## [What you need to do]
Scan the records for "main". Report each line that includes it.
******************************
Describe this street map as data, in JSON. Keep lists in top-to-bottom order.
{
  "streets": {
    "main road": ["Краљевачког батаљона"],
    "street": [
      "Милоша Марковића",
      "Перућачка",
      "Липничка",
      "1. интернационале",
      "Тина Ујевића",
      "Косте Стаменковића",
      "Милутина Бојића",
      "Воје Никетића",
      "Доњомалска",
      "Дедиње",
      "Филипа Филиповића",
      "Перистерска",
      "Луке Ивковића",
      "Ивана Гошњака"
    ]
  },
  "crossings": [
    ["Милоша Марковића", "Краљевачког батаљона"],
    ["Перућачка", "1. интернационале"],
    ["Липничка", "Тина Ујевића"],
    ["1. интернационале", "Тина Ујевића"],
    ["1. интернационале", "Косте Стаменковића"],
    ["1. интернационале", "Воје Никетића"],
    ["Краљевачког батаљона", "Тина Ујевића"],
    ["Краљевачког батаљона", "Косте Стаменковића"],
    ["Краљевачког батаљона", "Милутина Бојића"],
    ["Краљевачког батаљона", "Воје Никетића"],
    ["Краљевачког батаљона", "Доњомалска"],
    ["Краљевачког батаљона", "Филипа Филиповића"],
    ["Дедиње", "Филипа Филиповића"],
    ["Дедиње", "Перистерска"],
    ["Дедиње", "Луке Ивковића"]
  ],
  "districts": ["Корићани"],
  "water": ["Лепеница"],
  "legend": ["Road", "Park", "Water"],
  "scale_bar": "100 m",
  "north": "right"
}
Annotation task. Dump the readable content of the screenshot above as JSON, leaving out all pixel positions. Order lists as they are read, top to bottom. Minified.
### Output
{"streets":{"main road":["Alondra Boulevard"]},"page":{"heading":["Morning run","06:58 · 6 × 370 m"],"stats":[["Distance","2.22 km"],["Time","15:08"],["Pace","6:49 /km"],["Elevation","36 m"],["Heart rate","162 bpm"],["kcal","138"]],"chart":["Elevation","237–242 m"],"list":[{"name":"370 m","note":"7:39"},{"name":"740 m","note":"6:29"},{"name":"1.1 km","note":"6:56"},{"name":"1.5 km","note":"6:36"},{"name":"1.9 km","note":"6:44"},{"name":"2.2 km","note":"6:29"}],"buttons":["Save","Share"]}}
******************************
## [Solved exercise]
    "main road": ["Краљевачког батаљона"],
{"streets":{"main road":["Alondra Boulevard"]},"page":{"heading":["Morning run","06:58 · 6 × 370 m"],"stats":[["Distance","2.22 km"],["Time","15:08"],["Pace","6:49 /km"],["Elevation","36 m"],["Heart rate","162 bpm"],["kcal","138"]],"chart":["Elevation","237–242 m"],"list":[{"name":"370 m","note":"7:39"},{"name":"740 m","note":"6:29"},{"name":"1.1 km","note":"6:56"},{"name":"1.5 km","note":"6:36"},{"name":"1.9 km","note":"6:44"},{"name":"2.2 km","note":"6:29"}],"buttons":["Save","Share"]}}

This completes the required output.